St. Francis of Assisi famously inspired St. Clare to lead a similar life of poverty and prayer, eventually forming a separate religious order that would be called the Poor Clares.
St. Clare wasn’t alone in her desire to lead a life of radical holiness, as her younger sister followed her into the convent.
This enraged their father, who did not want his daughters to lead a life of seclusion in a monastery. He sent their brother, Monaldo, with several armed men to drag Agnes out of the convent by force if necessary.
However, something miraculous happened, as the Catholic Encyclopedia explains.
Monaldo, beside himself with rage, drew his sword to strike the young girl, but his arm dropped, withered and useless, by his side; others dragged Agnes out of the monastery by the hair, striking her, and even kicking her repeatedly.

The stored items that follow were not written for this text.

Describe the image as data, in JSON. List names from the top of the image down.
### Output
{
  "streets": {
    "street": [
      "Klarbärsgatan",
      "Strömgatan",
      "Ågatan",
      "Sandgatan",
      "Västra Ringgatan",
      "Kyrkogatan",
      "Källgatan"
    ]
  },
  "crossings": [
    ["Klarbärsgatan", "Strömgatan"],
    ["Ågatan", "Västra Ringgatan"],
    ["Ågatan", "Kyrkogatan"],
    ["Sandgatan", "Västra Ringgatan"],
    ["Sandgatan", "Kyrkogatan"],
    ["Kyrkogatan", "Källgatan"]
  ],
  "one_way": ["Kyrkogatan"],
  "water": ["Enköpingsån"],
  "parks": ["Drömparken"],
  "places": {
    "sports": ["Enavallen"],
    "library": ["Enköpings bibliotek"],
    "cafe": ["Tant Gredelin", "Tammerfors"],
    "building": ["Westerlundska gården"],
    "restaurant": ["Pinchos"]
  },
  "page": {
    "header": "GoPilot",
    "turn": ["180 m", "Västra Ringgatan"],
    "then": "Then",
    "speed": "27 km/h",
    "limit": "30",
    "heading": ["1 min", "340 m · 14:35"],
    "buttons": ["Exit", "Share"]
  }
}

Presently St. Clare came to the rescue, and of a sudden Agnes’s body became so heavy that the soldiers having tried in vain to carry her off, dropped her, half dead, in a field near the monastery. Overcome by a spiritual power against which physical force availed not, Agnes’s relatives were obliged to withdraw and to allow her to remain with St. Clare.
St. Agnes was eventually chosen by St. Francis to be the superior of a community of sisters in Florence, Italy.
She died on November 16, 1253, and was buried next to her older sister, St. Clare.